Intermetallic iron aluminide alloys show various advantages such as low material cost and a good creep resistance that is superior to the P92 martensitic-ferritic steel at 650 °C, nominating them as potential candidates for steam turbine applications. However, cast preforms for hot forging show a rather coarse microstructure and limited workability. Recent research thus introduced Fe-25Al-Ta alloys, where tantalum prevents excessive grain growth during solidification. This paper, for the first time, investigates the possibility of producing the Fe-25Al-1.5Ta (at.%) alloy by spark plasma sintering (SPS) from pre-alloyed powder particles and investigates its deformation behavior under compression in the temperature range of 900–1100 °C using the concept of processing maps.
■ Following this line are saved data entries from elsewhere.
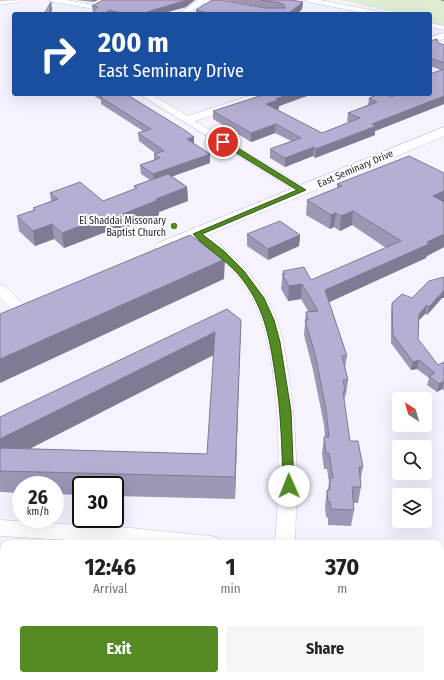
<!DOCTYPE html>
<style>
:root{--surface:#fff;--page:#f6f6f6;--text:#222;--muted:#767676;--accent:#538a23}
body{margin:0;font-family:"Fira Sans Condensed",sans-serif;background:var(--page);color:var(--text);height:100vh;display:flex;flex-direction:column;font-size:15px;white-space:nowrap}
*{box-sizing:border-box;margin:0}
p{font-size:13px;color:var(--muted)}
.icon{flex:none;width:22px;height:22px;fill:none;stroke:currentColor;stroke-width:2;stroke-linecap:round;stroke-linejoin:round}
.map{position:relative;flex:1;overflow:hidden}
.side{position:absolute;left:0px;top:540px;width:444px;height:140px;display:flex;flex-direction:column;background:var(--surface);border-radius:12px 12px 0 0;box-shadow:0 4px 16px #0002}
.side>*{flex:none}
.guide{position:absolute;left:12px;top:12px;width:420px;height:84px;border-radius:4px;box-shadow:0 4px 16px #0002;background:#1a4fa0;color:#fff;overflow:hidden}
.needle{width:26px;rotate:323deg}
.controls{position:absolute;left:392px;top:392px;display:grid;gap:8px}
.controls a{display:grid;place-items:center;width:40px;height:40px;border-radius:4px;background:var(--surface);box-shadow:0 4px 16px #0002;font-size:20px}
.speed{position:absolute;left:12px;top:476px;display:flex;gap:8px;font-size:20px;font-weight:700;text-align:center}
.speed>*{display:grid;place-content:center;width:52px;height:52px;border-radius:50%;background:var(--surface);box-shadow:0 4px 16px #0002;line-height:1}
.speed small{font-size:10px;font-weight:400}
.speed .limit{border:2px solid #111;border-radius:6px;background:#fff;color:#111}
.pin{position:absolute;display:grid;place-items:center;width:34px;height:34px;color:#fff;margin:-17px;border:2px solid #fff;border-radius:50%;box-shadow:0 1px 4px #0007}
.me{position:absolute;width:44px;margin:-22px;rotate:359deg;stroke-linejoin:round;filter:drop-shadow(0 0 3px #0008)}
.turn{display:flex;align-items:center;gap:14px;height:84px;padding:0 20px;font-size:18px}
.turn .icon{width:52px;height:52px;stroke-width:2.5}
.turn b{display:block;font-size:28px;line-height:34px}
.eta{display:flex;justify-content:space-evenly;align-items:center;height:68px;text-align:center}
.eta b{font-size:24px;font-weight:700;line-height:28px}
.primary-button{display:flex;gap:8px;margin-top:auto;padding:8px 20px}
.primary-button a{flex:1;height:46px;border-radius:4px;background:var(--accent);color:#fff;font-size:16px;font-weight:700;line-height:46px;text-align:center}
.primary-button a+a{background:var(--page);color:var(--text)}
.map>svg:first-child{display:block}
</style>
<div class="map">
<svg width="444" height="680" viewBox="0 0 444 680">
<rect width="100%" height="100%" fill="#f6f3ff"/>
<path fill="#ede8fd" d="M0 545H4V676H237L236 680H0Z"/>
<path fill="#ddeed3" d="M341 0H444V26L430 22V14H402Z"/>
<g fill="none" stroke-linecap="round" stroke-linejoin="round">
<path stroke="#a49dbb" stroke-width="2.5" d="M442 0H444"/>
<defs>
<path id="minor" d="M24 0 20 2 0 5V1Z
M49 0H66L94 5 98 7 94 9 53 2Z
M198 0H214L232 3 233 5 229 7 204 3 187 14H178Z
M304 0H320L381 12 385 14H369L308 2Z
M430 23 444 26V30L430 27Z
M444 33V39L430 43V37Z
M139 94H151L188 116 255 94H270L268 96 195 121 306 188 308 190 306 192H298Z
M197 230C209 233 222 246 231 255 248 270 262 287 271 307 281 327 285 350 288 372 298 429 297 486 295 544H275C279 486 281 429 273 372 269 343 263 314 247 289 233 268 213 251 193 237L191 234 193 231Z
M0 285 5 286 25 306 27 309 25 312C14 315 7 305 0 297Z
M0 520 130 528 211 536 218 538 221 544H131L0 536Z
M440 556 444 557V573L440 572Z
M252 676H274V680H252Z"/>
<path id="secondary" d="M444 127V136L170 251 164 252 158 251 155 247 158 243Z"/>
</defs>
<use href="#minor" stroke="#c8c2dd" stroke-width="1"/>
<use href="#secondary" stroke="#c8c2dd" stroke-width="1"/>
<use href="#minor" fill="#fff" fill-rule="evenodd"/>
<use href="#secondary" fill="#fff" fill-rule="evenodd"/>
</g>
<path fill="#9d96b5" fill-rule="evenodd" d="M76 0H98L93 2Z
M223 0H291L303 2 302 9 297 14H196V10L267 8Z
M92 6 186 7 160 14H91L93 12Z
M430 41 438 43 444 45V104L375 131V135L315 158 313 156 285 167 270 158V149L291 141 275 133 251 142 213 119V111L287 103 279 106V109H276L322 133 349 122 347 121 348 113 368 105 369 98 391 97 430 94V74L441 70 430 66Z
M91 94H126L194 137V144L210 154V163L172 176 187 187 188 201 159 212V215L114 232 111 230 64 248 54 239 35 246 19 231 17 216 34 210 33 208 51 201 50 193 103 201 135 189 134 186 150 180 141 174 140 165 154 160V154H156L139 141 138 133 143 131 101 104V100Z
M444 173V247L427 256 426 258 329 302 347 356 345 368 348 380 346 395 345 396 344 401 350 441 363 467 360 482 361 487 358 503H353L354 510 351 526 328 525V518L326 517 325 506 327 490H328L329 482 327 469H324L322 453 324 437H325L324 425 313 370 304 335 306 312 308 311 301 299 288 301 281 289 283 271 311 280 386 248 352 225 340 231 334 227 330 229 306 215 307 200 337 188V184Z
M247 234 300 235 299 246 268 260 247 246Z
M412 298H442L427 315 425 314 419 320 418 339 438 365 444 362V391L442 389 437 392 427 385 429 378 417 369 411 370 391 343V311L392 303Z
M241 320 235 499 115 496V485H81V495L55 494V485H21V493L0 492V417ZM214 355 207 454 29 449Z"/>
<path fill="#807a94" d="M93 0H98L93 2Z
M187 0H195L186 7 160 14H143L150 11Z
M51 2 52 9 51 14H49Z
M303 2 302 9 297 14H288Z
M109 10 110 14H105Z
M288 94H313L279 106V109L266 113V104L276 99Z
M444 96V104L375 131V135L315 158 316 149 372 124Z
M276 124 275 133 251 142V133Z
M194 137V145L187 139Z
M314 147 313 156 285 167V158Z
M210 154V163L154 183 153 174Z
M187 187 188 201 159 212V215L114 232 113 218 156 199Z
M444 191V203L433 196Z
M353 211 352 225 340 231 341 216Z
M336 213 334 227 330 229 331 215Z
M109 215 111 230 64 248 62 233Z
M52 224 54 239 35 246 33 231Z
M444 234V247L427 256 426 258 323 305 325 290Z
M300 235 299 246 268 260V249Z
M225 259 224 279 0 383V359Z
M302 284 301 299 288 301 289 286Z
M444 290V298H442L427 315 429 307Z
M427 305 425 314 417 322 419 314Z
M241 320 240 341 235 499V477Z
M215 332V354L0 464V439Z
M419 360 417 369 411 370 413 362Z
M444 381 442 389 437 392 439 384Z
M2 555 4 561V576L0 590V564Z"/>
<path fill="#b7afd3" stroke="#807a94" d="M103 0H187L150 11 143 14H126L109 10 105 14H91L98 7 92 6Z
M212 0H219L266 8H285L284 5 280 3 261 0H291L303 2 288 14H204L207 13 196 10Z
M51 2 49 14H44Z
M437 39 438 43 444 45V63L430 58V41Z
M444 69V96L372 124 376 126 316 149 314 147 285 158 270 149 301 138 276 124 251 133 213 111 266 94H288L276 99 279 100 266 104 322 133 360 118 348 113 377 102 369 98 379 94H385L391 97 399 94H430V82H431L430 81V74Z
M102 94H126L186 131 194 137 187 139 210 154 153 174 140 165 160 158 154 154 164 151 138 133 151 129 100 97 104 95Z
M409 156 444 173V191L433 196 444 202V234L427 242 429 244 325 290 347 356H342L348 380H343L345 391 343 392 350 441H358L363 467H359L361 487H352L354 510 331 509 330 502 328 501 327 490H330V478H333L329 453H326L324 437H329L326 409 315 354 305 320H308L306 312 318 311 302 284 289 286 282 274H285L283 271 304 267 311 280 401 241 353 211 341 216 336 213 331 215 307 200 342 186 337 184Z
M168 174 187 187 156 199 158 200 113 218 109 215 62 233 52 224 33 231 17 216 35 210 33 208 58 199 50 193 80 182 103 201 137 188 134 186Z
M280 221 300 235 268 249 247 234Z
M190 235 225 259 0 359V314Z
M444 277V290L429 307 427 305 419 314 418 339 438 365 444 362V381L439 384 429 376 435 373 419 360 413 362 393 335 392 303 402 294 412 298 429 281Z
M227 309 241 320 235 477 0 471V450L1 448 207 454 215 332 0 439V417Z
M0 555H2L0 564Z
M316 676H347V680H316Z"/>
<path fill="#538a23" stroke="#365a17" d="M220 140H225L306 190 202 234 224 251 244 271 264 298 274 320 280 342 291 411 294 486 292 489 289 490 285 489 283 486C282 447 281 411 275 373 269 335 264 305 238 274 225 259 206 249 193 234L297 190 220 143Z"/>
<circle fill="#538a23" stroke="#fff" stroke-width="1.5" cx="174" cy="226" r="4"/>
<g text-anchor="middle" stroke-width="4" stroke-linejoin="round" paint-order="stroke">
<g font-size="10" fill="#201d27" stroke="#fff">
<text transform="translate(355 168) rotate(-23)" y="4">East Seminary Drive</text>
</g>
<g font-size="10" fill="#201d27" stroke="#fff" text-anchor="end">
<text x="166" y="224">El Shaddai Missonary<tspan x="166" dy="12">Baptist Church</tspan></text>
</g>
</g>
</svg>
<div class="controls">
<a><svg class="needle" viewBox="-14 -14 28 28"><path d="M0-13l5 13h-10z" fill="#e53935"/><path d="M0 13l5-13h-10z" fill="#767676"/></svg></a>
<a><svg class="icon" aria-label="search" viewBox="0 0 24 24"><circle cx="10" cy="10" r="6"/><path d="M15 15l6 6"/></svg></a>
<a><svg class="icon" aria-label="layers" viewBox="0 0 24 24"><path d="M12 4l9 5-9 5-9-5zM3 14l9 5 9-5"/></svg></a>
</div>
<div class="speed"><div>26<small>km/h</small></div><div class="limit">30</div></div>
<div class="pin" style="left:223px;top:142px;background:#d93025"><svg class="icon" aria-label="arrive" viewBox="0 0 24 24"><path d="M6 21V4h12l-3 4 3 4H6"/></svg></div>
<svg class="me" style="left:289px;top:486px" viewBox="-20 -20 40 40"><circle r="19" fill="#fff"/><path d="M0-13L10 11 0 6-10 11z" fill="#538a23"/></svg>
<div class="guide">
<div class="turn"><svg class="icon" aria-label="right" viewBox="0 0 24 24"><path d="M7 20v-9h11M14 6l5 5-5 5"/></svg><div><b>200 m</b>East Seminary Drive</div></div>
</div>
<section class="side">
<div class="eta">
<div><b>12:46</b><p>Arrival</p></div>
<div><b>1</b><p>min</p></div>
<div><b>370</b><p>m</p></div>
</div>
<div class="primary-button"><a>Exit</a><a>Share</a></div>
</section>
</div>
SPS is mainly used to analyze the possibility of inheriting the size of the initial powder particles into the sintered material.The SPSed specimen at room temperature reveals a homogeneous equiaxed microstructure consisting of fine A2-phase grains with an average size of 7 μm surrounded by the ternary (Fe, Al)2Ta, C14, Laves phase particles. Laves phase particles are precipitated predominantly on grain boundaries of the Fe-Al matrix grains. Several particles are also dispersed inside the grains.The presence of a fine-grained equiaxed microstructure at hot working temperature seems to improve workability and leads to a wide processing window. The optimum processing domain for the studied Fe-25Al-1.5Ta alloy locates at 1050–1100 °C/0.0013–0.01 s−1 with a power efficiency of 40–50%, where the material undergoes dynamic recrystallization. At low temperature and high strain rates, dynamic recovery is the major softening mechanism observed for the samples, where the efficiency of power dissipation reaches around 40%.The current study offers a possibility to produce a homogeneous fine-grained Fe-25Al-1.5Ta alloy strengthened by dispersed Laves phase particles using SPS compared to the coarse and columnar microstructure commonly obtained by casting. Such a refined microstructure leads to a good hot forgeability.